Coligação de direita já tem nome e... é familiar

O nome da coligação entre o PSD e CDS, de Passos Coelho e Paulo Portas, é 'Portugal à Frente' e deixa desiludidos os que apostavam numa variação da AD, a Aliança Democrática de Sá Carneiro e Freitas do Amaral. Na SIC, há umas semanas, Marques Mendes tinha apostado em Acção Democrática, designação que mantinha a sigla histórica, mas  - houve quem lembrasse -, tinha uma ressonância salazarenta (por causa da Acção Nacional Popular, partido único dos últimos anos da ditadura). 

PSD e CDS deixaram afinal cair a AD, e optaram por 'Portugal à Frente, como anunciou ontem à noite em Aveiro Paulo Portas. "Os dois partidos mantêm as suas siglas, os seus emblemas e as suas identidades. Mas, há qualquer coisa que nos une acima de tudo e que é o maior objectivo que podemos ter - o interesse nacional", realçou o número dois do Governo, com Passos Coelho ao lado. 

A direita já usou um nome parecido.

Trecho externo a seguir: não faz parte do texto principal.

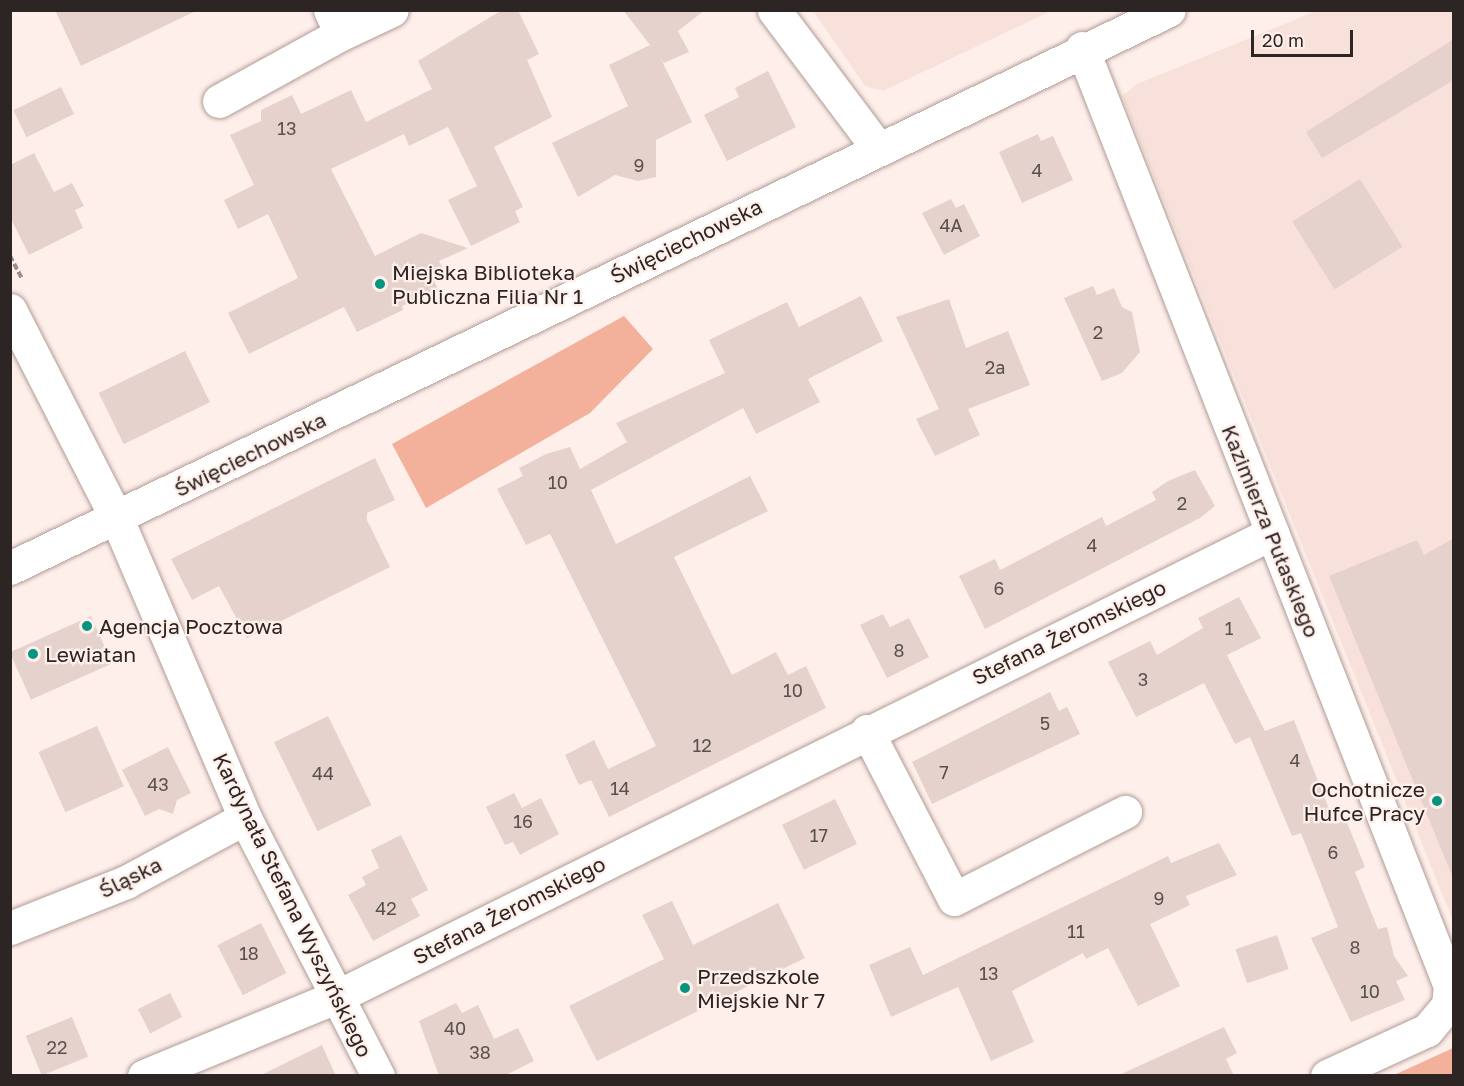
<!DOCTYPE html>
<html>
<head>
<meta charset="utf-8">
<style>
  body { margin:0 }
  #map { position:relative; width:1464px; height:1086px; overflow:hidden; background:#ffefea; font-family:"Golos Text",sans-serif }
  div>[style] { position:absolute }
  .built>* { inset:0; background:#f8e1da }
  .green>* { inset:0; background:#f3b09b }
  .building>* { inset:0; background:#e5d2cc; transform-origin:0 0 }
  .path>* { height:4px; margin-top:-2px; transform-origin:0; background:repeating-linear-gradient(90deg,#9b8f8b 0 6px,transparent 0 9px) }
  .roads { filter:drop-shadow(0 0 2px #af9d97) drop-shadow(0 0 2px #af9d97) }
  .minor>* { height:33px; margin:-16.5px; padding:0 16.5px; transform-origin:16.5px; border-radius:16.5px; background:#fff }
  .dots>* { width:16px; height:16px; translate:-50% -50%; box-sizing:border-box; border:3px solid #ffefea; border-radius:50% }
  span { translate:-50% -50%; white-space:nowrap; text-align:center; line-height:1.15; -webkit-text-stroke:4.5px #ffefea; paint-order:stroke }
  .number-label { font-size:18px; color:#5a504d }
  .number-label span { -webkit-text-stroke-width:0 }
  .street-label { font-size:21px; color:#2c2523 }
  .poi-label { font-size:21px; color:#2c2523 }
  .left { translate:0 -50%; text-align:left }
  .right { translate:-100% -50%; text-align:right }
  .frame { position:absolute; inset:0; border:12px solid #2c2523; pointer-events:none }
  .scale { position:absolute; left:1251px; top:30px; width:102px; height:27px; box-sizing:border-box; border:3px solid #2c2523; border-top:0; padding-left:8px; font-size:18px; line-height:21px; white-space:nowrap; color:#2c2523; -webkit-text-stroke:4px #ffefea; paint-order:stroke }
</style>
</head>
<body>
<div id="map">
  <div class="built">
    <i style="clip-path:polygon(813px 11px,1051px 11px,883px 91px,865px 86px)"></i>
    <i style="clip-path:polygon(1316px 11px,1453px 11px,1453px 921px,1122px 96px,1137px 84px)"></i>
  </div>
  <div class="green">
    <i style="clip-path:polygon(624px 316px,653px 349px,590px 413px,426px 508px,392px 444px)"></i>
    <i style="clip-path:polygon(1453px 1048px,1453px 1075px,1394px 1075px)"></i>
  </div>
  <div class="building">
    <i style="clip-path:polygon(55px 10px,198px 10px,81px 66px)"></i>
    <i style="clip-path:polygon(502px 10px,518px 10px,539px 54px,527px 60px,552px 117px,494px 147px,523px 207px,515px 211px,520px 222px,471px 246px,448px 200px,477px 186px,448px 127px,409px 146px,404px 134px,331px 169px,375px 256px,421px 233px,468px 248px,439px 261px,444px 271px,432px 276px,438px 289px,402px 306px,403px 310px,357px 332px,344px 307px,249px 354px,228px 313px,298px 278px,268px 214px,238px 229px,224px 200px,254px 185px,230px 135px,261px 121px,261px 110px,292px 95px,301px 114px,351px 90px,366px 122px,432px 89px,418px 61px)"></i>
    <i style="clip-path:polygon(623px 10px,705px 10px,678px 31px,689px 52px,664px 63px,661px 59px,692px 122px,656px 140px,656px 177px,638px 181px,615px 175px,578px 197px,552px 143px,628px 106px,609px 65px,650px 45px)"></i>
    <i style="clip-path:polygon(1454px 39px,1454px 80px,1322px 158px,1306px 132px)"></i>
    <i style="clip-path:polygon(768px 71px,796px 127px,727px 161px,704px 115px,739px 97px,735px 88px)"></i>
    <i style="left:61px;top:87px;width:30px;height:53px;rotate:64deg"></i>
    <i style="clip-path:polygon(1038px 134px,1041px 141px,1053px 136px,1073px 180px,1022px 203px,999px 152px)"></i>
    <i style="clip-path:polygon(34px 153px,54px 192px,72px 183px,84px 206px,75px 210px,83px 228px,29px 255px,10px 217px,10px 165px)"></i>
    <i style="left:1360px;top:179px;width:80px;height:80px;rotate:58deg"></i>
    <i style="clip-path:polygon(951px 199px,956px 208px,964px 204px,980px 236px,944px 255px,922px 213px)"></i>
    <i style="clip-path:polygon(1093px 286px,1097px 295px,1114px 288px,1122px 307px,1132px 312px,1140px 352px,1122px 373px,1102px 381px,1064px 298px)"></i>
    <i style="clip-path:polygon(861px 296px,883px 341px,808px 379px,820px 402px,756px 434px,743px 408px,591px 490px,616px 544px,750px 476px,768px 511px,674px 557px,732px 675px,776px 652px,788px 675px,806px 666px,826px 708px,609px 817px,591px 780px,579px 785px,565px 755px,594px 740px,608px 769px,656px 746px,550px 534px,526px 545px,497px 489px,523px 476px,519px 468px,546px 454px,570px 447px,580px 469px,627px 442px,616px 423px,725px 373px,709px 340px,787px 302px,799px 327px)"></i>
    <i style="clip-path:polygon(949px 299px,966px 348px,1008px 331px,1030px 385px,968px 409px,980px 435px,935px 456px,916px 419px,939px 409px,896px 317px)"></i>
    <i style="left:185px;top:351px;width:57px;height:96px;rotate:64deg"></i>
    <i style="clip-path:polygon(375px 458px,395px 500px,367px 513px,367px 520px,390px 567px,247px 638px,219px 586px,192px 600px,171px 559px)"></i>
    <i style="clip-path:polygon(1195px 470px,1215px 506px,1200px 518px,985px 629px,959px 576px,995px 559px,1000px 570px,1102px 517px,1106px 526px,1156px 500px,1152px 492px,1168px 481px)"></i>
    <i style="clip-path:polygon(1454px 538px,1454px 878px,1453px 878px,1329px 576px,1417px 540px,1424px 555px)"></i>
    <i style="clip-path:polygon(1239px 597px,1261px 638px,1227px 655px,1265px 731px,1294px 720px,1335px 824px,1346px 820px,1365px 867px,1355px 872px,1378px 929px,1387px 927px,1394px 956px,1408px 976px,1396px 981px,1405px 1000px,1351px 1022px,1311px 938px,1338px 927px,1301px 833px,1292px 836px,1250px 737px,1235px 744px,1204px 683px,1136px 717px,1108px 662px,1150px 641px,1157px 655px,1203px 628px,1198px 618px)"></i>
    <i style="clip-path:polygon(883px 614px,890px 627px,909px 618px,929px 657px,887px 678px,860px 625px)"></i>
    <i style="left:91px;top:616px;width:52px;height:89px;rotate:66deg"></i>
    <i style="clip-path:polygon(1050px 692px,1059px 711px,1067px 707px,1080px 734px,932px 804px,912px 762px)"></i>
    <i style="left:328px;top:716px;width:99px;height:60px;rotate:64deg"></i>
    <i style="left:97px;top:726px;width:66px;height:64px;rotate:66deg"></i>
    <i style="clip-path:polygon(168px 747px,191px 793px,177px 800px,173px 814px,159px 809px,145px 816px,122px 770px)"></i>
    <i style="clip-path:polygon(514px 793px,522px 808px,541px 798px,559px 834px,520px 855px,513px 842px,505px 845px,486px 807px)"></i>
    <i style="left:835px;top:799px;width:50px;height:59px;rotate:64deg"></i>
    <i style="clip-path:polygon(401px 835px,428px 890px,411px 899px,420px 916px,373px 941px,348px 895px,366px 885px,362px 877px,379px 868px,371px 850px)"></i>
    <i style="clip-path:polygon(1219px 843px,1237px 875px,1186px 896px,1190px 905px,1150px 924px,1180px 986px,1138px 1006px,1108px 948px,1086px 959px,1083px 953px,1012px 991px,1034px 1042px,991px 1061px,958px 987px,891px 1017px,869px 965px,910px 947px,923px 975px,1168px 856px,1171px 863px)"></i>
    <i style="clip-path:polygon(672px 901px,693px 945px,778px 903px,805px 958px,597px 1061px,569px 1006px,664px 959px,642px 915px)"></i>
    <i style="left:261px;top:923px;width:56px;height:49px;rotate:63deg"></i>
    <i style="left:1277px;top:935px;width:36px;height:44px;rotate:71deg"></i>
    <i style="left:170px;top:993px;width:27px;height:36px;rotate:63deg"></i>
    <i style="clip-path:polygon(456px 1003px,462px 1013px,478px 1005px,494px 1039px,518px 1028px,534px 1061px,504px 1076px,439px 1076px,419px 1021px)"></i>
    <i style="left:72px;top:1017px;width:43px;height:50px;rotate:68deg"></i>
    <i style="clip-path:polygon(1224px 1027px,1237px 1053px,1226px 1059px,1234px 1076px,1117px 1076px)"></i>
    <i style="clip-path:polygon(322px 1045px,336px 1076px,259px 1076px)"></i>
  </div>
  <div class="path">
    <i style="left:10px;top:256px;width:26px;rotate:62deg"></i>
  </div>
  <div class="roads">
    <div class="minor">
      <i style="left:330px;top:10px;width:26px;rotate:65deg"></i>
      <i style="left:341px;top:34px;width:56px;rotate:-25.2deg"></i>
      <i style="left:774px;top:10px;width:171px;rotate:53.1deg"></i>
      <i style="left:1082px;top:48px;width:1008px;rotate:68.58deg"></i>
      <i style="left:1450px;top:986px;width:19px;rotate:96deg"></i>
      <i style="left:1448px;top:1005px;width:33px;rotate:130deg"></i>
      <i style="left:1427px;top:1030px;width:110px;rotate:155.3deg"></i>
      <i style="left:219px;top:101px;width:139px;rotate:-28.8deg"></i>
      <i style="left:10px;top:310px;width:235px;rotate:62.9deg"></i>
      <i style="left:117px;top:519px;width:325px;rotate:66.8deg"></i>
      <i style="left:245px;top:818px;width:290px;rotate:62.7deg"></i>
      <i style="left:10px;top:568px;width:1286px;rotate:-25.71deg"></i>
      <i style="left:867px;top:731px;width:189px;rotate:62.6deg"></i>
      <i style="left:954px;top:899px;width:192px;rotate:-27deg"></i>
      <i style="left:10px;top:928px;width:125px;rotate:-21.6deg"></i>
      <i style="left:126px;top:882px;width:135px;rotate:-28.3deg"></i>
      <i style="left:144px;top:1076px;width:208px;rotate:-22.4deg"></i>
      <i style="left:336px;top:997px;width:1045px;rotate:-26.37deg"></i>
    </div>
  </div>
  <div class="dots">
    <i style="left:380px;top:284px;background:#069481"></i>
    <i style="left:87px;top:626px;background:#069481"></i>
    <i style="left:33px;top:654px;background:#069481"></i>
    <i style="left:1437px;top:801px;background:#069481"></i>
    <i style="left:685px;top:988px;background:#069481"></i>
  </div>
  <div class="number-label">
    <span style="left:287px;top:128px">13</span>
    <span style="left:639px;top:165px">9</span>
    <span style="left:1037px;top:170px">4</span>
    <span style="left:951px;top:225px">4A</span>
    <span style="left:1098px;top:332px">2</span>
    <span style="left:995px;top:367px">2a</span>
    <span style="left:558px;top:482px">10</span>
    <span style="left:1182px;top:503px">2</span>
    <span style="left:1092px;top:545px">4</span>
    <span style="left:999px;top:588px">6</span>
    <span style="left:1229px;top:628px">1</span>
    <span style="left:899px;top:650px">8</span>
    <span style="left:1143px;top:679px">3</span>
    <span style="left:793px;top:690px">10</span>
    <span style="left:1045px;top:723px">5</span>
    <span style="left:702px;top:745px">12</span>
    <span style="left:1295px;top:760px">4</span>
    <span style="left:944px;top:772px">7</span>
    <span style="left:323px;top:773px">44</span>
    <span style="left:158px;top:784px">43</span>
    <span style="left:620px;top:788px">14</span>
    <span style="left:523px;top:821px">16</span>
    <span style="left:819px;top:835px">17</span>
    <span style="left:1333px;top:852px">6</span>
    <span style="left:1159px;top:898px">9</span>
    <span style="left:386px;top:908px">42</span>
    <span style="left:1076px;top:931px">11</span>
    <span style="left:1355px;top:947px">8</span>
    <span style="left:249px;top:953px">18</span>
    <span style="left:989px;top:973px">13</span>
    <span style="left:1370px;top:991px">10</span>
    <span style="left:455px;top:1028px">40</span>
    <span style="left:57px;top:1047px">22</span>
    <span style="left:480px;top:1052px">38</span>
  </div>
  <div class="street-label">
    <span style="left:686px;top:241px;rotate:-26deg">Święciechowska</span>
    <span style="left:250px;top:454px;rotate:-26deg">Święciechowska</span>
    <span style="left:1271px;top:531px;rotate:68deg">Kazimierza Pułaskiego</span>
    <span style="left:1069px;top:632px;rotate:-26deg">Stefana Żeromskiego</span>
    <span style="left:130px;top:877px;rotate:-26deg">Śląska</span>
    <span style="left:293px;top:905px;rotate:64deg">Kardynała Stefana Wyszyńskiego</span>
    <span style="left:509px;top:910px;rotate:-27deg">Stefana Żeromskiego</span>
  </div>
  <div class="poi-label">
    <span class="left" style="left:392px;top:284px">Miejska Biblioteka<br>Publiczna Filia Nr 1</span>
    <span class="left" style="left:99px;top:626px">Agencja Pocztowa</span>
    <span class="left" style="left:45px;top:654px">Lewiatan</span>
    <span class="right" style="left:1425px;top:801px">Ochotnicze<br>Hufce Pracy</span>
    <span class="left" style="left:697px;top:988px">Przedszkole<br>Miejskie Nr 7</span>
  </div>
  <div class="frame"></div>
  <div class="scale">20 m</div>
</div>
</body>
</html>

Foi na candidatura presidencial de Freitas do Amaral, que teve por lema "Prá Frente Portugal!". O resultado não foi auspicioso, porque o então líder do CDS perdeu por 100 mil votos as eleições presidenciais para Mário Soares. E Freitas deixaria depois de ser uma referência para o seu partido - foi aliás Paulo Portas que retirou a sua foto da galeria dos ex-líderes na sede do Caldas. Numa altura em que Freitas era ministro num governo do PS, tendo José Sócrates como primeiro-ministro.

O nome da nova coligação começa entretanto a ser alvo de comentários nas redes sociais. Lembrando as parecenças com o lema de Freitas do Amaral, o especialista em comunicação política João Villalobos ironiza com a infelicidade da associação ao passado. Freitas "perdeu. Por poucos votos, mas perdeu. Só estou a avisar e não é porque acredite no feng shui", escreve no Facebook.

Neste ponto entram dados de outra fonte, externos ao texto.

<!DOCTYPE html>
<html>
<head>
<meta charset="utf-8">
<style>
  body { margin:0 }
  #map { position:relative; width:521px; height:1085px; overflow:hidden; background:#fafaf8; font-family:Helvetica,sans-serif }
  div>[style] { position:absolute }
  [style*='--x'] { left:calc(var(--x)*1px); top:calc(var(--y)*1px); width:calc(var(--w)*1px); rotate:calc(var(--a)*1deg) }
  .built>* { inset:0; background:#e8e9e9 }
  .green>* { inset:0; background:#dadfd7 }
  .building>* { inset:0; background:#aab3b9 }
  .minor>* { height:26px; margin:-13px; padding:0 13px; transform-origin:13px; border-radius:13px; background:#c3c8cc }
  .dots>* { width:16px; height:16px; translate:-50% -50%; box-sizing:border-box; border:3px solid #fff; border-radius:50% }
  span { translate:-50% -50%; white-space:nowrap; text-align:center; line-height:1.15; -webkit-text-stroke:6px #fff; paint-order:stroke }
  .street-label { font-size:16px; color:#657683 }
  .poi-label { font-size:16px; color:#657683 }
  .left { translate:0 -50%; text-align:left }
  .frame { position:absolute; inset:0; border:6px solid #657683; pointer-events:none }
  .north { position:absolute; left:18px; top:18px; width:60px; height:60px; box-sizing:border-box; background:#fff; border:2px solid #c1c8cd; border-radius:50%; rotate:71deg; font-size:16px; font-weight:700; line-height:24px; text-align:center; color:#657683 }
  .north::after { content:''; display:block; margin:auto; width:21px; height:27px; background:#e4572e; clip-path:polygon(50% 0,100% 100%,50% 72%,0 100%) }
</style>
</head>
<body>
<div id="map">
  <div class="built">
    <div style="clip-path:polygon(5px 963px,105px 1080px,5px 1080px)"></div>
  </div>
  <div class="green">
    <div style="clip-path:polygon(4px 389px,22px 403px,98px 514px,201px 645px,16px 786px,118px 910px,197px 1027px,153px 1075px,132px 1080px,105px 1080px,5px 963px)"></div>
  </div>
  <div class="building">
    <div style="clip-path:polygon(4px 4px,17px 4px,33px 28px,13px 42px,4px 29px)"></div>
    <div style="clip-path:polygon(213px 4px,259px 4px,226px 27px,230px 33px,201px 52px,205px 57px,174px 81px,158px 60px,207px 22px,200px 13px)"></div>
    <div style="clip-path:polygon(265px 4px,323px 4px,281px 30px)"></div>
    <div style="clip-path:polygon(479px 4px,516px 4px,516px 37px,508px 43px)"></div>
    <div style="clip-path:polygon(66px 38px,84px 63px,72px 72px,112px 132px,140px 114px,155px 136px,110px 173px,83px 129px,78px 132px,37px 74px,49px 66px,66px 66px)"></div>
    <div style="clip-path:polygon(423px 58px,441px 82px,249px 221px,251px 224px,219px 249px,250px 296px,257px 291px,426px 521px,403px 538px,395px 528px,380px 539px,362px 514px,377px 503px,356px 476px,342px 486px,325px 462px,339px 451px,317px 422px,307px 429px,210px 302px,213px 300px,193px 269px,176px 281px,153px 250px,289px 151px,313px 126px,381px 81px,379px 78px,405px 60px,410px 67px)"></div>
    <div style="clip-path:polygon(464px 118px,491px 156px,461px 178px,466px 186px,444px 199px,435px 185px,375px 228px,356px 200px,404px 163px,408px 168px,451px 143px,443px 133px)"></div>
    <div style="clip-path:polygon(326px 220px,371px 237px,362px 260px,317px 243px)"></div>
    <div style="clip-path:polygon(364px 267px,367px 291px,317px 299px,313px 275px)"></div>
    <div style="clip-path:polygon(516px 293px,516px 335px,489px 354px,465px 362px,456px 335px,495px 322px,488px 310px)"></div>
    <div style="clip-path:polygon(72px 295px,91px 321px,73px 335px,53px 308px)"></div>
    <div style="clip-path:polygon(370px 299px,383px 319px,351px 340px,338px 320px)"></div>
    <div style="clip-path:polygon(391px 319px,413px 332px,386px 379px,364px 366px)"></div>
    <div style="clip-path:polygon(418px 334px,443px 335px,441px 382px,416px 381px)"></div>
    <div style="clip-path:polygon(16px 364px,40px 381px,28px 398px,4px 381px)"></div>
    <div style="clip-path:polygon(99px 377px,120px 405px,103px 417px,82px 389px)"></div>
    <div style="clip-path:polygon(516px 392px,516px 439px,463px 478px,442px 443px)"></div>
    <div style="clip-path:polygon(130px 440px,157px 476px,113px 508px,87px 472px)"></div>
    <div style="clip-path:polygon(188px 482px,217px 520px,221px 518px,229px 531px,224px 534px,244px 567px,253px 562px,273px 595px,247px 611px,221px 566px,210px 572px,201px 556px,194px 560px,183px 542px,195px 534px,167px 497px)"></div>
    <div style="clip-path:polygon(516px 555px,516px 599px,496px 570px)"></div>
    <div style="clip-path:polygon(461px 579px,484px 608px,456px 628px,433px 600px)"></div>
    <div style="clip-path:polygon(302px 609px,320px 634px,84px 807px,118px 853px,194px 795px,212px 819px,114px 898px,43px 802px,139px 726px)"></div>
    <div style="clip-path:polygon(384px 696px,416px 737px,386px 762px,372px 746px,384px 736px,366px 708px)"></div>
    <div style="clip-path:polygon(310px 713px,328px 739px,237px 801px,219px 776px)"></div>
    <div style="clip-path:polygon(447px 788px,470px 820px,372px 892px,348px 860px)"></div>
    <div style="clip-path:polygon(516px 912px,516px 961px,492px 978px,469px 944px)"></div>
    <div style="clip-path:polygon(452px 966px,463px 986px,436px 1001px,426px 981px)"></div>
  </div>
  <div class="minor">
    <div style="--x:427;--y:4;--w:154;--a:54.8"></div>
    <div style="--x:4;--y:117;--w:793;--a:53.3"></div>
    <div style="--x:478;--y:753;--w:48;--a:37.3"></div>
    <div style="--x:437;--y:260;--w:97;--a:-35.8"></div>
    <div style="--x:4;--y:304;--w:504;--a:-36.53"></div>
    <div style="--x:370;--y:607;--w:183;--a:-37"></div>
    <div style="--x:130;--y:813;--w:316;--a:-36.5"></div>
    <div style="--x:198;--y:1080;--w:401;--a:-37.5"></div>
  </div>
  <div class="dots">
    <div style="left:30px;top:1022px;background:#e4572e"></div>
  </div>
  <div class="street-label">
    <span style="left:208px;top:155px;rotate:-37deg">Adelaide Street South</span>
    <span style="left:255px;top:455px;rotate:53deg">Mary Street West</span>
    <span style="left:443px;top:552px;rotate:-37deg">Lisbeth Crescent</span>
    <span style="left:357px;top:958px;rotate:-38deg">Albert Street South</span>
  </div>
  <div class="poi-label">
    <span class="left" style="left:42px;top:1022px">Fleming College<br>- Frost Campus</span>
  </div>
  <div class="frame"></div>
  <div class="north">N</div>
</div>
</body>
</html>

Entretanto, falta saber como será construída a sigla da coligação "Portugal à Frente", ontem anunciada. Tanto a hipótese P.F. (que também abrevia a expressão 'Por Favor') como o onomatopeico P.A.F. proporcionam elementos para ataques bem-humorados da oposição na campanha das legislativas. João Villalobos, que foi assessor de Santana Lopes, limita-se a dizer que "podia fazer várias piadas" sobre o nome da aliança PSD/CDS. Acabando por não as fazer.